**How to complete this task:** Copy all the lines of the data that include the word "heat".

**Given information:**
______
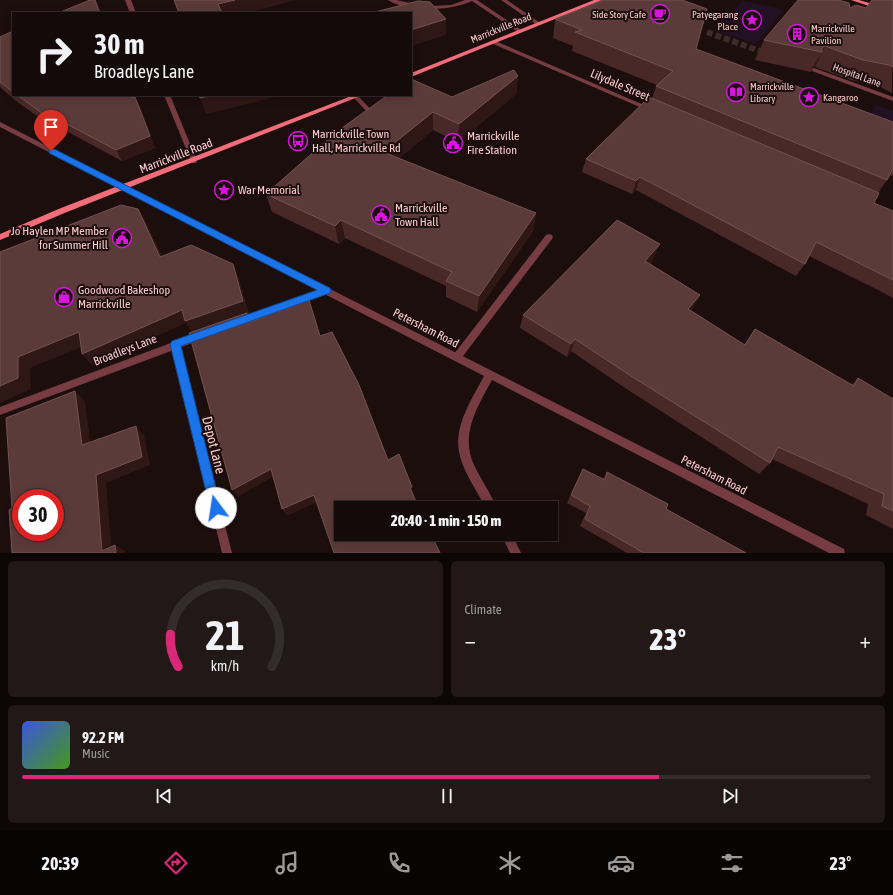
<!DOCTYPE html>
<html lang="en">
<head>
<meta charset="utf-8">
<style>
	body { margin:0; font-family:"Asap Condensed",sans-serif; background:#221818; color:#f1f3f6; height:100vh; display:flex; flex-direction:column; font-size:15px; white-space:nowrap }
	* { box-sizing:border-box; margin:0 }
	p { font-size:13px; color:#9d9a9c }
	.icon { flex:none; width:22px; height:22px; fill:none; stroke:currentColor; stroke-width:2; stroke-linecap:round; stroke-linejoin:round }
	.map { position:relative; height:553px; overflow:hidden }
	.panel { display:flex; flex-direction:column; gap:8px; padding:8px; background:#0c0606; flex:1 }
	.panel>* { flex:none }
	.top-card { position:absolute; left:12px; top:12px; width:400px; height:84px; border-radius:0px; box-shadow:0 2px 10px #0003,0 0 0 1px #342b2b; background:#150a0a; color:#f1f3f6; overflow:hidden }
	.speed { position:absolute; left:12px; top:489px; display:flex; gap:8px; font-size:20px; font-weight:700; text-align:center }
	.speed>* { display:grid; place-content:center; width:52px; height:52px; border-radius:50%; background:#150a0a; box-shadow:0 2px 10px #0003,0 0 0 1px #342b2b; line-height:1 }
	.speed .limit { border:6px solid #d22; background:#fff; color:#111 }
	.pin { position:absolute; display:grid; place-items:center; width:34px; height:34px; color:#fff; margin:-41px -17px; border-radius:50% 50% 50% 0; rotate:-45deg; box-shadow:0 0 4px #0007 }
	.pin .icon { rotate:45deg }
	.me { position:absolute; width:44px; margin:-22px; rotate:346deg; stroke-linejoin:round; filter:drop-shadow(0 0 3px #0008) }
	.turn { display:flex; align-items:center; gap:14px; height:84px; padding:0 16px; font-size:18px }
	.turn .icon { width:52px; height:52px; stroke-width:2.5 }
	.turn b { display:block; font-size:28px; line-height:34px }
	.big { font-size:30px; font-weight:800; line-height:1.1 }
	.panel .widget { flex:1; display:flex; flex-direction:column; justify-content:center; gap:6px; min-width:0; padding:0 14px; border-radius:6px; background:#221818 }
	.panel .dial { align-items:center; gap:0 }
	.dial svg { height:104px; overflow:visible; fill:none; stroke:#342b2b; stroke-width:7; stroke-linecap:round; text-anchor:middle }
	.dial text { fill:#f1f3f6; stroke:none }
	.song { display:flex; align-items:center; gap:12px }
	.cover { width:48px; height:48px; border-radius:6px; background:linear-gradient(135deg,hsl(230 70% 55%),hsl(100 70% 35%)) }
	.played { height:4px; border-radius:2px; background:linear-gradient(90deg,#db2777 75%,#342b2b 75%) }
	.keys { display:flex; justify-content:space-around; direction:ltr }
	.heat { display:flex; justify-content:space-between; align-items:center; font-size:22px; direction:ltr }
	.panel .tiles { flex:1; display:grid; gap:8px; grid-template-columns:1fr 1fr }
	.widget:last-child { grid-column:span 2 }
	.trip { position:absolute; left:334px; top:501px; width:224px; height:40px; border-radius:0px; background:#150a0a; box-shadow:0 2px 10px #0003,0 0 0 1px #342b2b; font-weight:800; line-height:40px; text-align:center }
	.tabs { display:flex; height:64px; justify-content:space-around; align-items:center; background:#080404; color:#9d9a9c }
	.tabs .icon { width:28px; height:28px }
	.tabs .selected { color:#db2777 }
	.tabs b { font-size:18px; color:#f1f3f6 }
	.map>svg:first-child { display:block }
</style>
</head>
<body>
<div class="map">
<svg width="893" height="553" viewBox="0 0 893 553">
	<rect width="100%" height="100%" fill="#1c0e0d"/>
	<path fill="#221125" d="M743,1L778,8L783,11L755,44L714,30Z
		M876,105L893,111V144L861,132Z"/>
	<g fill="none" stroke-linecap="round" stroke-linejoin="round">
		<path stroke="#3d2a2a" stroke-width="6" stroke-dasharray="6 3" stroke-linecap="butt" d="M707,32L768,54"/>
		<path fill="#763c41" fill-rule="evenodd" d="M388,0H396L410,3L430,6L451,5L465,0H477L523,31L518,32L472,1C451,11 408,13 388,0Z
			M501,0H507L542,24L537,25Z
			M356,95L358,96L374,113V115H370L354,98V96Z
			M549,234L552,235L553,237L552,239L460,360L457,361L454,360L453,357L454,354L546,235Z
			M327,288L330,289L331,291L330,293L241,325L238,323L237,321L238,319Z
			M200,332L203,333L204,336L203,339L0,415V407Z"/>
		<path fill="#763c41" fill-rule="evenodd" d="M125,0H131L136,13H130Z
			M493,40L653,109L654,110L651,112L649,111L491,43L490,42Z
			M814,68L893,97V101L812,71V69Z
			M164,95H170L197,161L196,163H192L191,161Z
			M0,122L844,549L845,553H829L492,380C477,408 459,435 475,467C482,481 491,494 497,508H486C477,491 465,475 460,456C452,428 472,399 484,376L0,127Z
			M175,340L178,341L179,344L232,553H222L171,344L172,341Z
			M501,534H512L521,553H510Z"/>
		<path fill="#f26c7a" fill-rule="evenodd" d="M594,0H602L411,77V73Z
			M851,0H859L893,10V14Z
			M354,95H363L67,212L0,240V234L61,208Z"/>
	</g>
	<path fill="#482927" d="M893,0L892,93L876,85L851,80L815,67H813L811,72L755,60L764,40Z
		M555,19L696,49L893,122V176L890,175L887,180L878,193L874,203L893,211V298L880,291L809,256L805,264L796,276L636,190L632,194L582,172L586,159L652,99L656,86L657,85L572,51L573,46L553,38Z
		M13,31V95H133L141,109L155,148L122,161L53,124L51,126L16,101L0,87V37Z
		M518,76L516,94L458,142L433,130L399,158L536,213L533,231L477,312L446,297V286L345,238L339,244L272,212L266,194L452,97Z
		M654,258L650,264L700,295L693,308L691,310L744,345L755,329L851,385L858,378L891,398L893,397V529L866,515L868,504L772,459L770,463L759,474L625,388L571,351L567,357L520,328L523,315Z
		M607,472L666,509L746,553H627L580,526L586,513L567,503L579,477L603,479Z"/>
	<path fill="#2f1715" d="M235,0H296L247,13H220L218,4Z
		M446,19V35L411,46V30Z
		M825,46L815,67H813L822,52V48Z
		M518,76L516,94L458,142L459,124Z
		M214,95H283L206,114L200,98Z
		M286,95H294L287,97Z
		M135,97L141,109L155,148L122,161L116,150Z
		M433,112V130L385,170L383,152Z
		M46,113L53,124L51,126L43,114Z
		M640,177L636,190L632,194L636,181Z
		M138,209L146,222L168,269L160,257Z
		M536,213L533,231L477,312L479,296Z
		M341,220L345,238L339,244L335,226Z
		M660,244L654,258L640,275L645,261Z
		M233,264L238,276L249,313L247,314L251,323L192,333L186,323L92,365L82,354Z
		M700,295L693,308L681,322L688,309Z
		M79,332L89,344L30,368L31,389L0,403V386L18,357Z
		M575,339L571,351L567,357L571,344Z
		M75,391L85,401L92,454L82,445Z
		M136,426L144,435L150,465L106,483L112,553L102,551L96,475Z
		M271,469L275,476L237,497L232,490Z
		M412,487L413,494L410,488Z
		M314,495L317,502L287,516L282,509Z
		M115,545L125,551V553H116Z"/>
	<path fill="#5b3b39" stroke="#745250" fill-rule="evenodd" d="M90,0H95L100,13H58Z
		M174,0H235L218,4L222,13H179Z
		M604,0H682L707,9L696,49L893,122V169L887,180L656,86L673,71L575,32L582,30L555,19Z
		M798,0H838L849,3L850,8L856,5L866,8L872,0H893V67L889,65L863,60L825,46L822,48V52L764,40Z
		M418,1L430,2L446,19L411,30V13H371Z
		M13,31V92L0,82V37Z
		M514,70L518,76L459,124L433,112L383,152L536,213L479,296L446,281L452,272L341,220L335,226L266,194L335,133L388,95H411V79L452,97Z
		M17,95H132V98L135,97L150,136L116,150L46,113L43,114Z
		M198,95H214L200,98Z
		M649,97L879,193L874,203L893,211V280L816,242L805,264L640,177L636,181L586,159Z
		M121,205L138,209L160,257L191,245L233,264L243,301L185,321L182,310L82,354L79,332L18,357V378L0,386V252Z
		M617,220L660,244L645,261L700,295L688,309L745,345L755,329L854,386L858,378L893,399V511L882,506L884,494L778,447L770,463L631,376L575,339L571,344L523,315Z
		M309,300L320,336L332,332L359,385L388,460L399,454L412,487L410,488L419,508H341V534H431L440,553H334L314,495L282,509L271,469L232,490L189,333L247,313L250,322Z
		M75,391L82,445L136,426L142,457L96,475L102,551L115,545L116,553H12L9,510L12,508L6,418ZM21,498H55V532H21Z
		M583,469L605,480L607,472L668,504L666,509L746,553H644L585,519L590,506L571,495Z"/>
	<path fill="#1a73e8" stroke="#114b97" d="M49,149H54L330,288L331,291L330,293L181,346L221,508L220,512L216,514L211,512L210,508L170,344L172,341L317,290L49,153Z"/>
	<defs>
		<symbol id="cafe-ring" viewBox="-11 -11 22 22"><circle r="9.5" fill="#1c0e0d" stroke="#d914de" stroke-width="1.5"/><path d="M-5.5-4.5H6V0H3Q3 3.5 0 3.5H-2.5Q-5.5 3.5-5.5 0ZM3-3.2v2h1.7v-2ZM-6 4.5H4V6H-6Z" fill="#d914de"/></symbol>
		<symbol id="sight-ring" viewBox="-11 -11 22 22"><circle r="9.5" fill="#1c0e0d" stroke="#d914de" stroke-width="1.5"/><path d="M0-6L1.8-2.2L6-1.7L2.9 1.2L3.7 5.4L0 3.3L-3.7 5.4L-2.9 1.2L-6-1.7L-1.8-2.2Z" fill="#d914de"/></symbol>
		<symbol id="building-ring" viewBox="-11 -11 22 22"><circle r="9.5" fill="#1c0e0d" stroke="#d914de" stroke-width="1.5"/><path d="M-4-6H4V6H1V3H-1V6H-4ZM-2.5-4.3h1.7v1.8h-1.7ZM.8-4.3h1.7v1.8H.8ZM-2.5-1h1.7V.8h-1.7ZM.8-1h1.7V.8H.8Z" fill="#d914de"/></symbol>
		<symbol id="library-ring" viewBox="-11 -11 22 22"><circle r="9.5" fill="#1c0e0d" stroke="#d914de" stroke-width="1.5"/><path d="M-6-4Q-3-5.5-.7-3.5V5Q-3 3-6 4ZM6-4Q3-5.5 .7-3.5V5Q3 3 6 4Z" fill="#d914de"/></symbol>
		<symbol id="bus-ring" viewBox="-11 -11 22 22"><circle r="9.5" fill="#1c0e0d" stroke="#d914de" stroke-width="1.5"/><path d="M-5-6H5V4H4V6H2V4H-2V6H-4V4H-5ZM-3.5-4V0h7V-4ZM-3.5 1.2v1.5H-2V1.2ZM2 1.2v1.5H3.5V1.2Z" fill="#d914de"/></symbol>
		<symbol id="civic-ring" viewBox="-11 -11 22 22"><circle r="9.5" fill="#1c0e0d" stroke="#d914de" stroke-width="1.5"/><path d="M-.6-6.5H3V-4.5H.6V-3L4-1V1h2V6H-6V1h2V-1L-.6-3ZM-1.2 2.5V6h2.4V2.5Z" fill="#d914de"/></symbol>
		<symbol id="shop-ring" viewBox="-11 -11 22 22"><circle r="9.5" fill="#1c0e0d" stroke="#d914de" stroke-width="1.5"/><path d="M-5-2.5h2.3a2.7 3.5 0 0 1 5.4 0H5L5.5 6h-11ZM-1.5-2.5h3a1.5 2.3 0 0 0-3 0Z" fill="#d914de"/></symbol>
	</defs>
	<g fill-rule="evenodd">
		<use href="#cafe-ring" x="649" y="3" width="22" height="22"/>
		<use href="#sight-ring" x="741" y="9" width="22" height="22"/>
		<use href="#building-ring" x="786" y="23" width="22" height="22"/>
		<use href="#library-ring" x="725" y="81" width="22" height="22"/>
		<use href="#sight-ring" x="798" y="86" width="22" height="22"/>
		<use href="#bus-ring" x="287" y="130" width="22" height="22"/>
		<use href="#civic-ring" x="442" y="132" width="22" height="22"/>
		<use href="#sight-ring" x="213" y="179" width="22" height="22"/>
		<use href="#civic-ring" x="370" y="204" width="22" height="22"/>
		<use href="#civic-ring" x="111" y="227" width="22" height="22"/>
		<use href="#shop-ring" x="53" y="286" width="22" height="22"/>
	</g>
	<g text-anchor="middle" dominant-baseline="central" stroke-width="4" stroke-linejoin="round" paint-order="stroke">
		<g font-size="10" fill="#facccd" stroke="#1c0e0d" text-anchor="start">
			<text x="646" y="14" text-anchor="end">Side Story Cafe</text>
			<text x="738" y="14" text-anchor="end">Patyegarang<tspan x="738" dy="12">Place</tspan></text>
			<text x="811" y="28">Marrickville<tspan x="811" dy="12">Pavilion</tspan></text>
			<text x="750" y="86">Marrickville<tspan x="750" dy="12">Library</tspan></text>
			<text x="823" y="97">Kangaroo</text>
		</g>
		<g font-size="10" fill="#facccd" stroke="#1c0e0d">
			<text transform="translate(501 28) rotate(-22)">Marrickville Road</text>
			<text transform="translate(857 75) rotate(20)">Hospital Lane</text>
		</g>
		<g font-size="12" fill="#facccd" stroke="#1c0e0d">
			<text transform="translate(620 85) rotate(23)">Lilydale Street</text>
			<text transform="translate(176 156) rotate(-21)">Marrickville Road</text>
			<text transform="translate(426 328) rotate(27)">Petersham Road</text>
			<text transform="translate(125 350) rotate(-21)">Broadleys Lane</text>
			<text transform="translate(714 475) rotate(27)">Petersham Road</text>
		</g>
		<g font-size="12" fill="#facccd" stroke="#1c0e0d" text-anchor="start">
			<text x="312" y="134">Marrickville Town<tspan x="312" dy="14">Hall, Marrickville Rd</tspan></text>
			<text x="467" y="136">Marrickville<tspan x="467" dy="14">Fire Station</tspan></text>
			<text x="238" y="190">War Memorial</text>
			<text x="395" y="208">Marrickville<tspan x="395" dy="14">Town Hall</tspan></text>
			<text x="108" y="231" text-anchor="end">Jo Haylen MP Member<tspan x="108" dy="14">for Summer Hill</tspan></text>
			<text x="78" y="290">Goodwood Bakeshop<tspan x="78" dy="14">Marrickville</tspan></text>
		</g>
		<g font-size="14" fill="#facccd" stroke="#1c0e0d">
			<text transform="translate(214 445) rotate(76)">Depot Lane</text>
		</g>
	</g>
</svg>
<div class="speed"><div class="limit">30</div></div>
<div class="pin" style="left:51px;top:151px;background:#d93025"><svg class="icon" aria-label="arrive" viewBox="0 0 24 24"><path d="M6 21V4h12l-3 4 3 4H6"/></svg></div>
<svg class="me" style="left:216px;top:508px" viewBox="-20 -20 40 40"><circle r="19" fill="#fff"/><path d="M0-13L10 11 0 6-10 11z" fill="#1a73e8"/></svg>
<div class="trip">20:40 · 1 min · 150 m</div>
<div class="top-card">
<div class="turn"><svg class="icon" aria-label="right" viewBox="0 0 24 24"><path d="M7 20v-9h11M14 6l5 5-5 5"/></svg><div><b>30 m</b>Broadleys Lane</div></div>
</div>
</div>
<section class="panel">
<div class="tiles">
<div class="widget dial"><svg viewBox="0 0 100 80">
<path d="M14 69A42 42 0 1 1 86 69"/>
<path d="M14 69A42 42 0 0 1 8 44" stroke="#db2777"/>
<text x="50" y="56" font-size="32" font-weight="700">21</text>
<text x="50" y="72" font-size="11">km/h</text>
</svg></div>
<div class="widget"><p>Climate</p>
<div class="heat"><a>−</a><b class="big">23°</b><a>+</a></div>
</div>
<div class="widget">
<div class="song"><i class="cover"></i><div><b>92.2 FM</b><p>Music</p></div></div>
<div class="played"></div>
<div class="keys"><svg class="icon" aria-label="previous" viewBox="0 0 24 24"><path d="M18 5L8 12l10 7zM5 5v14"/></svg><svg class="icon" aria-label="pause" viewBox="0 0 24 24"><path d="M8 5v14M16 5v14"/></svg><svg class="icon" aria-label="next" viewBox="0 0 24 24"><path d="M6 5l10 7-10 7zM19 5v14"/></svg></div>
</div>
</div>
</section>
<nav class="tabs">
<b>20:39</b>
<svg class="icon selected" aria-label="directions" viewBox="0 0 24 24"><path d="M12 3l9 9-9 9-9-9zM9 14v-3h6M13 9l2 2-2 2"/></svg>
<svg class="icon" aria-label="music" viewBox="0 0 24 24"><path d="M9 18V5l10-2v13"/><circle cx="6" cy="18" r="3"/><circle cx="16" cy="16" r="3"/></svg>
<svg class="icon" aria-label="phone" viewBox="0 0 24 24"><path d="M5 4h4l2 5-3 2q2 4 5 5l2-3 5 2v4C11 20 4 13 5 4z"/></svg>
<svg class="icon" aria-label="climate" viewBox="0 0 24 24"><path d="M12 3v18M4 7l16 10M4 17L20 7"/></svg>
<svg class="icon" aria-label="car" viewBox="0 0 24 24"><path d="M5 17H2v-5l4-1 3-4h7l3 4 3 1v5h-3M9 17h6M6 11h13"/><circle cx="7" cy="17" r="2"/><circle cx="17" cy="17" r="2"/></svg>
<svg class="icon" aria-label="filters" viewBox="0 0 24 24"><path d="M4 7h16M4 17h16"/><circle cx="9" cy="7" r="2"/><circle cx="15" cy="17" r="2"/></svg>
<b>23°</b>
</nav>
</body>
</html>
______
**Written answer:**
	.heat { display:flex; justify-content:space-between; align-items:center; font-size:22px; direction:ltr }
<div class="heat"><a>−</a><b class="big">23°</b><a>+</a></div>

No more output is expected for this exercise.